At the highest point of the park the pavilion stands as a central focal point. The pavilion, which contains public restrooms, a community kitchen with communal tables, a community fireplace with its associated indoor/outdoor gathering space, and a ranger office, offers shade to the playground and splash pool under its large, soaring roofs. The pavilion’s segmented and folded roofs allow diffused light to enter mysteriously between the forms. Translucent moveable walls can be closed to provide protection from wind and driving snow. Power for the pavilion comes from solar panels, mounted on the south face of the fireplace volume.
The pavilion sits atop a 12-foot-tall undulating landform which caps the industrial site, providing elevated topography to the park and serving as a flood control infrastructure to protect the city beyond.

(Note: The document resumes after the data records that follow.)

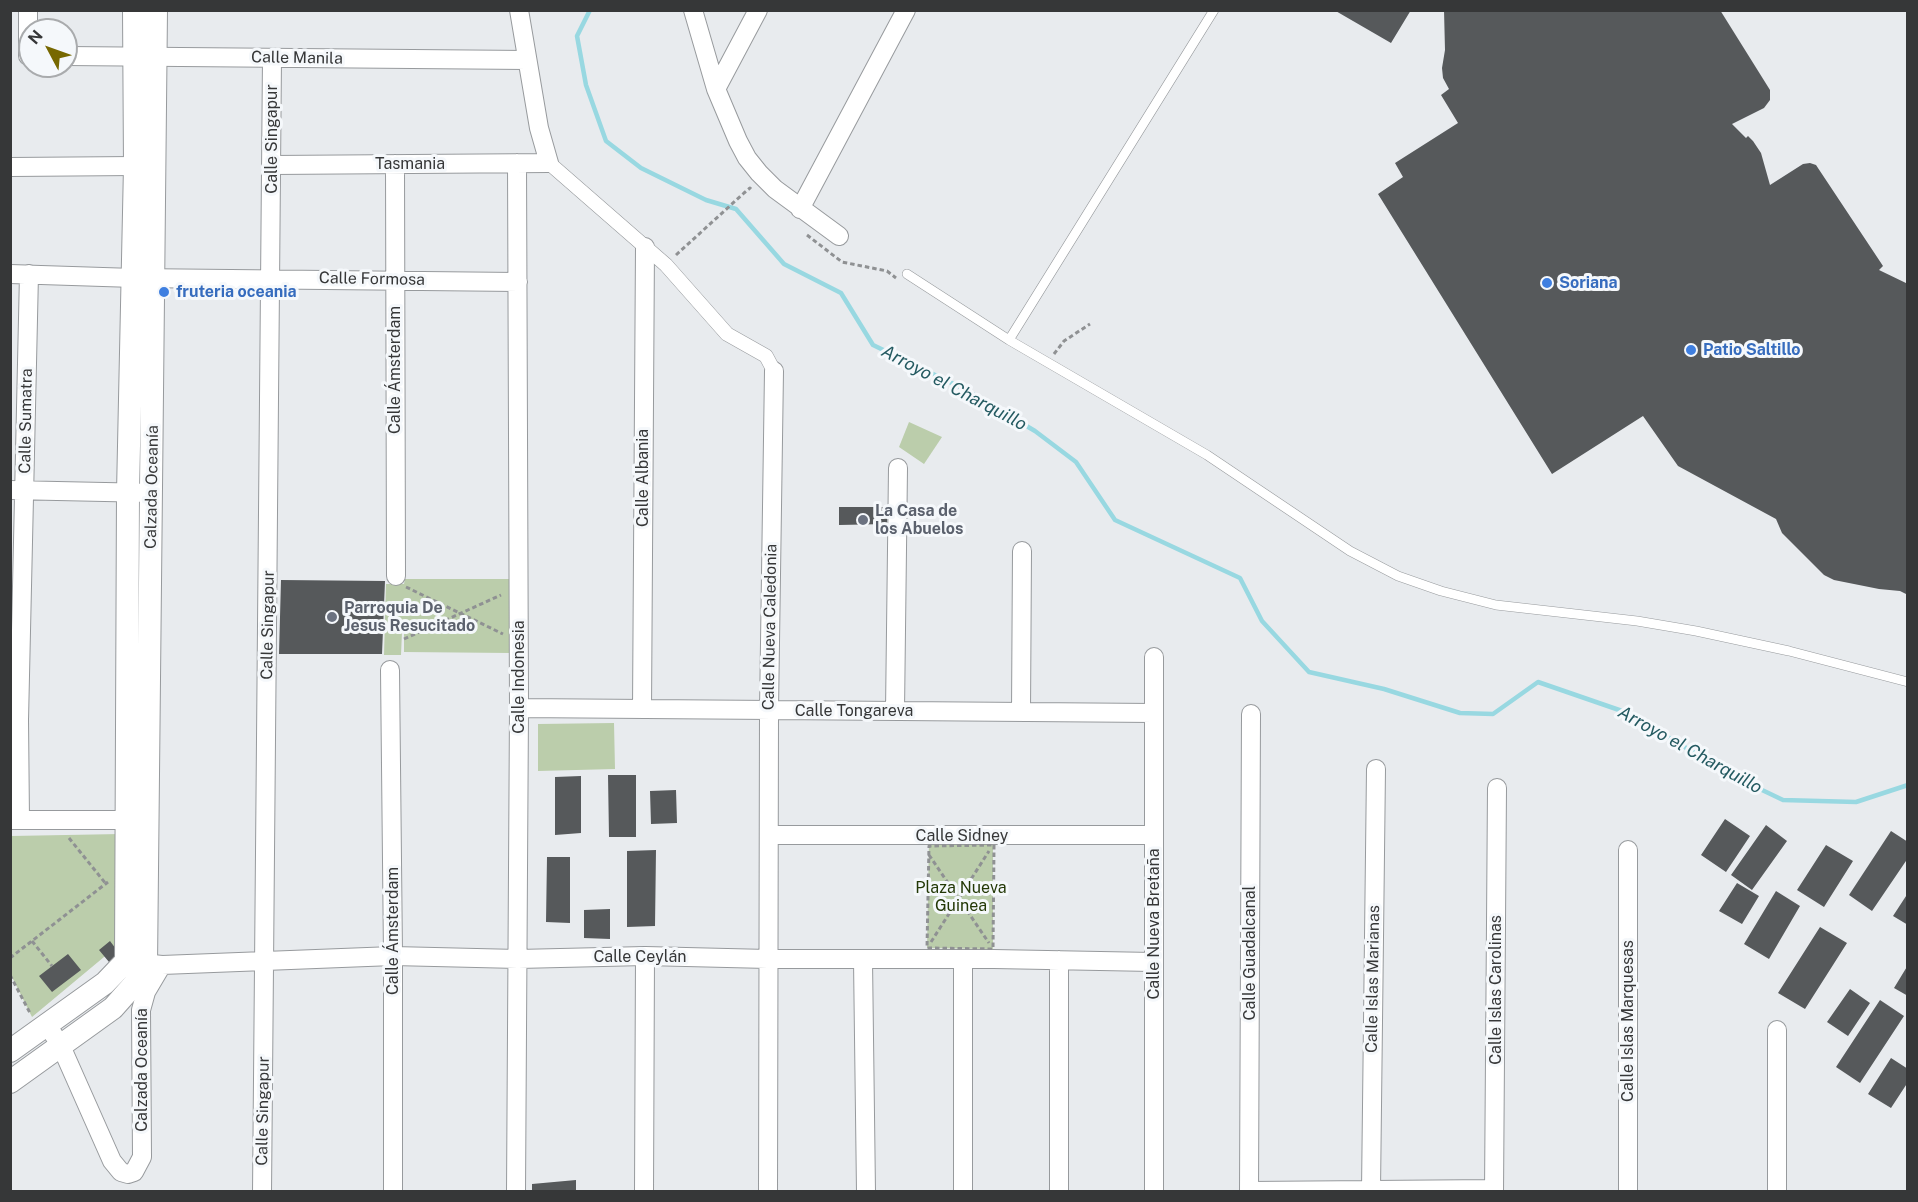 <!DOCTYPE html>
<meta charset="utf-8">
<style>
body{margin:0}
#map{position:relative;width:1918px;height:1202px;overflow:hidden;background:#e8ebee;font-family:"Public Sans",sans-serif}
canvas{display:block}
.frame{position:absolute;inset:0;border:12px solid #363738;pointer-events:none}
.north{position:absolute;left:18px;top:18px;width:60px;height:60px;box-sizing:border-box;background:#f5f8fb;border:2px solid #a9abad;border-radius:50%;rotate:311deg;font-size:16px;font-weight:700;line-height:24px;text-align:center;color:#363738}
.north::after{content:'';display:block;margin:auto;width:21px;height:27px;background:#776800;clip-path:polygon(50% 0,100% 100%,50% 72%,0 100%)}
</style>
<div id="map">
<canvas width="1918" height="1202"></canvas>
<div class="frame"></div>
<div class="north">N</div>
</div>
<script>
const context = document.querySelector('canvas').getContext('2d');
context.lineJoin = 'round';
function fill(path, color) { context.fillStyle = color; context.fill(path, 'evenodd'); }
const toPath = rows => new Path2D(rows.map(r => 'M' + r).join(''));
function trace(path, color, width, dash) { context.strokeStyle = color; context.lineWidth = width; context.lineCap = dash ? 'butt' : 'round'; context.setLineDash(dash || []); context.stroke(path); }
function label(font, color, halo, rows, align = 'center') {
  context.font = font + ' "Public Sans",sans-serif'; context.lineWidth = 6; context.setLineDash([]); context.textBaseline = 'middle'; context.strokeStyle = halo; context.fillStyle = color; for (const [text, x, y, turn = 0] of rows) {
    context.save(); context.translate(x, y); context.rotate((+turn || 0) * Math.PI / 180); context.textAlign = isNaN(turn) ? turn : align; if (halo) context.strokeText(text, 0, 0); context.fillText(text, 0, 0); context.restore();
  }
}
const green = toPath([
 [909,422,942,437,924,464,899,447],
 [405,579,511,579,510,653,404,652,404,631,399,631,402,632,401,655,384,655,386,584,404,584],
 [614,723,615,769,538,771,538,724],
 [121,834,122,942,32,1017,11,975,11,836],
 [993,840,993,949,927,948,929,841]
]);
const stream = toPath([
 [590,10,577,36,586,85,606,141,641,168,706,200,736,209,784,264,841,293,873,345,964,389,1035,431,1076,462,1115,520,1240,578,1262,621,1309,672,1384,689,1460,713,1493,714,1538,682,1625,712,1739,779,1783,800,1856,802,1908,785]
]);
const building = toPath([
 [1334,10,1411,10,1391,43],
 [1444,10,1720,10,1770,90,1770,100,1764,108,1732,124,1746,138,1748,136,1753,141,1761,153,1770,185,1803,164,1810,163,1816,165,1883,266,1879,270,1908,284,1908,595,1900,591,1879,589,1834,580,1824,575,1782,533,1776,519,1678,466,1643,416,1552,474,1378,194,1403,177,1395,163,1458,123,1441,95,1449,89,1443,78,1442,68,1445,50],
 [839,507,887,507,887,524,839,525],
 [281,580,385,581,382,654,279,654],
 [608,775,636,775,636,837,609,837],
 [581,776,581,833,555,835,555,777],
 [676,790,677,823,651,824,650,791],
 [1725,819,1750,836,1726,872,1701,855],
 [1766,825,1787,841,1752,890,1731,875],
 [1891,831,1908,842,1908,858,1872,911,1849,895],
 [1826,845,1853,861,1824,907,1797,890],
 [656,850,655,926,627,927,627,851],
 [547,857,570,857,570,923,546,922],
 [1737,883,1759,896,1742,924,1719,911],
 [1776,891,1800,906,1769,959,1744,944],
 [1908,893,1908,925,1893,916],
 [610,909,610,939,584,938,584,910],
 [1820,927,1847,943,1805,1009,1778,993],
 [110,941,119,953,109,962,99,950],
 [68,954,81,970,52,992,39,976],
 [1908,965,1908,996,1894,988],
 [1850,989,1870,1003,1848,1036,1827,1022],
 [1880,1000,1904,1016,1860,1083,1836,1067],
 [1891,1058,1908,1069,1908,1082,1891,1108,1868,1094],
 [576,1180,576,1192,532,1192,532,1184]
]);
const path = toPath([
 [807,235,842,262,887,271,896,278],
 [676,255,744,193,750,188,751,189],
 [1054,354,1064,341,1090,324],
 [406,587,503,634],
 [404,639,501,595],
 [69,838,106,884],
 [994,845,993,949,927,948,929,846,994,845],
 [929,855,989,943],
 [32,941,52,966],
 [931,942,989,851],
 [10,958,108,882],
 [10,975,30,1013]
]);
const service = toPath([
 [907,274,1009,340,1207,455,1350,551,1398,576,1441,591,1496,605,1637,621,1696,631,1789,651,1908,682],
 [1009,340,1214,10]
]);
const pedestrian = toPath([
 [549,163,666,265,727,334,766,356,774,371]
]);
const minor = toPath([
 [693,10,716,89,738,141,747,158,759,173,775,189,839,236],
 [28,56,28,10],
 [66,56,527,60],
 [716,89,758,10],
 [395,164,396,576],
 [272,165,549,163,539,128,519,10],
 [10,167,135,166],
 [800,209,906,10],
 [10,274,134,278,518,282],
 [10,490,152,493],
 [1154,657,1154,1192],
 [390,670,393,956,393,1192],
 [519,708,1154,713],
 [642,709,645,247],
 [895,711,898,468],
 [1021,712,1022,551],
 [10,820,126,820],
 [20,820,19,720,29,274],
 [769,835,1154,835],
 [1628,850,1628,1192],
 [863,960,866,1192],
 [963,960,963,1192],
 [134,962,162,965,393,956,518,959,645,956,768,959,994,959,1153,962],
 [47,1025,61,1046,112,1161,121,1172,128,1174,134,1172,142,1157,141,1010,146,992,162,965],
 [1371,1190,1376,769],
 [1249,1191,1494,1189],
 [262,1192,272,58],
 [516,1192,519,708,517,163],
 [644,1192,645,956],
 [768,1192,769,710,774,371],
 [1059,1192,1059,960],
 [1249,1192,1251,714],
 [1494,1192,1497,788],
 [1777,1192,1777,1030]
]);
const tertiary = toPath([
 [10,1051,105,983,126,961,128,492,135,166,134,10],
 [10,1082,113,1008,137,981,146,964,156,10]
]);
const markers = [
 [1547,283,6,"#3f7fe0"],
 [164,292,6,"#3f7fe0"],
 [1691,350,6,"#3f7fe0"],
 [863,520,6,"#6b7280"],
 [332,617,6,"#6b7280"]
];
const streetNames = [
 ["Calle Manila",297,58,1],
 ["Calle Singapur",272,139,-90],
 ["Tasmania",410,164],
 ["Calle Formosa",372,279,1],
 ["Calle Ámsterdam",395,370,-90],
 ["Calle Sumatra",26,421,-89],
 ["Calle Albania",643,478,-90],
 ["Calzada Oceanía",152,487,-89],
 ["Calle Singapur",268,625,-89],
 ["Calle Nueva Caledonia",770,627,-89],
 ["Calle Indonesia",519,677,-90],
 ["Calle Tongareva",854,711],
 ["Calle Sidney",962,836],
 ["Calle Nueva Bretaña",1154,924,-90],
 ["Calle Ámsterdam",393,931,-90],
 ["Calle Guadalcanal",1250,953,-90],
 ["Calle Ceylán",640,957],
 ["Calle Islas Marianas",1373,979,-89],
 ["Calle Islas Carolinas",1496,990,-90],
 ["Calle Islas Marquesas",1628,1021,-90],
 ["Calzada Oceanía",142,1070,-90],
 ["Calle Singapur",263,1111,-89]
];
const shopNames = [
 ["Soriana",1559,283],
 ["fruteria oceania",176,292],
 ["Patio Saltillo",1703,350]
];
const worshipNames = [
 ["La Casa de",875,511],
 ["los Abuelos",875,529],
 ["Parroquia De",344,608],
 ["Jesus Resucitado",344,626]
];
const parkNames = [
 ["Plaza Nueva",961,888],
 ["Guinea",961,906]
];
const waterNames = [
 ["Arroyo el Charquillo",954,388,28],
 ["Arroyo el Charquillo",1690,750,29]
];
fill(green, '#bbcdab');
trace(stream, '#98d8e1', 4.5);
fill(building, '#56595b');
trace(service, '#979a9d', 10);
trace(pedestrian, '#979a9d', 15);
trace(minor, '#979a9d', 20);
trace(tertiary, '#979a9d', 24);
trace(path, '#8f9193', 3, [4.5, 3]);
trace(service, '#fff', 9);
trace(pedestrian, '#fff', 14);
trace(minor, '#fff', 18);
trace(tertiary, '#fff', 22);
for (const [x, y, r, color] of markers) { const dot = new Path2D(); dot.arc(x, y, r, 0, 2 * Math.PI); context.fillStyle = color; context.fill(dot); trace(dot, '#f5f8fb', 2); }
label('16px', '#363738', '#f5f8fb', streetNames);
label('bold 16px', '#366cbe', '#f5f8fb', shopNames, 'left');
label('bold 16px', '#5b616d', '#f5f8fb', worshipNames, 'left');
label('16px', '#233806', '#f5f8fb', parkNames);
label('italic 18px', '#245a61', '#f5f8fb', waterNames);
</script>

The entire site is a large natural water treatment plant. A park-wide underground drainage system collects stormwater from the folded Pavilion roofs which capture and direct rain through waterfall-like scuppers into a park-wide underground storage reservoir. This reservoir discharges into the marsh which functions both as a tertiary treatment system, a respite for migratory birds, and home to waterfowl. The marsh-filtered water is used for site irrigation.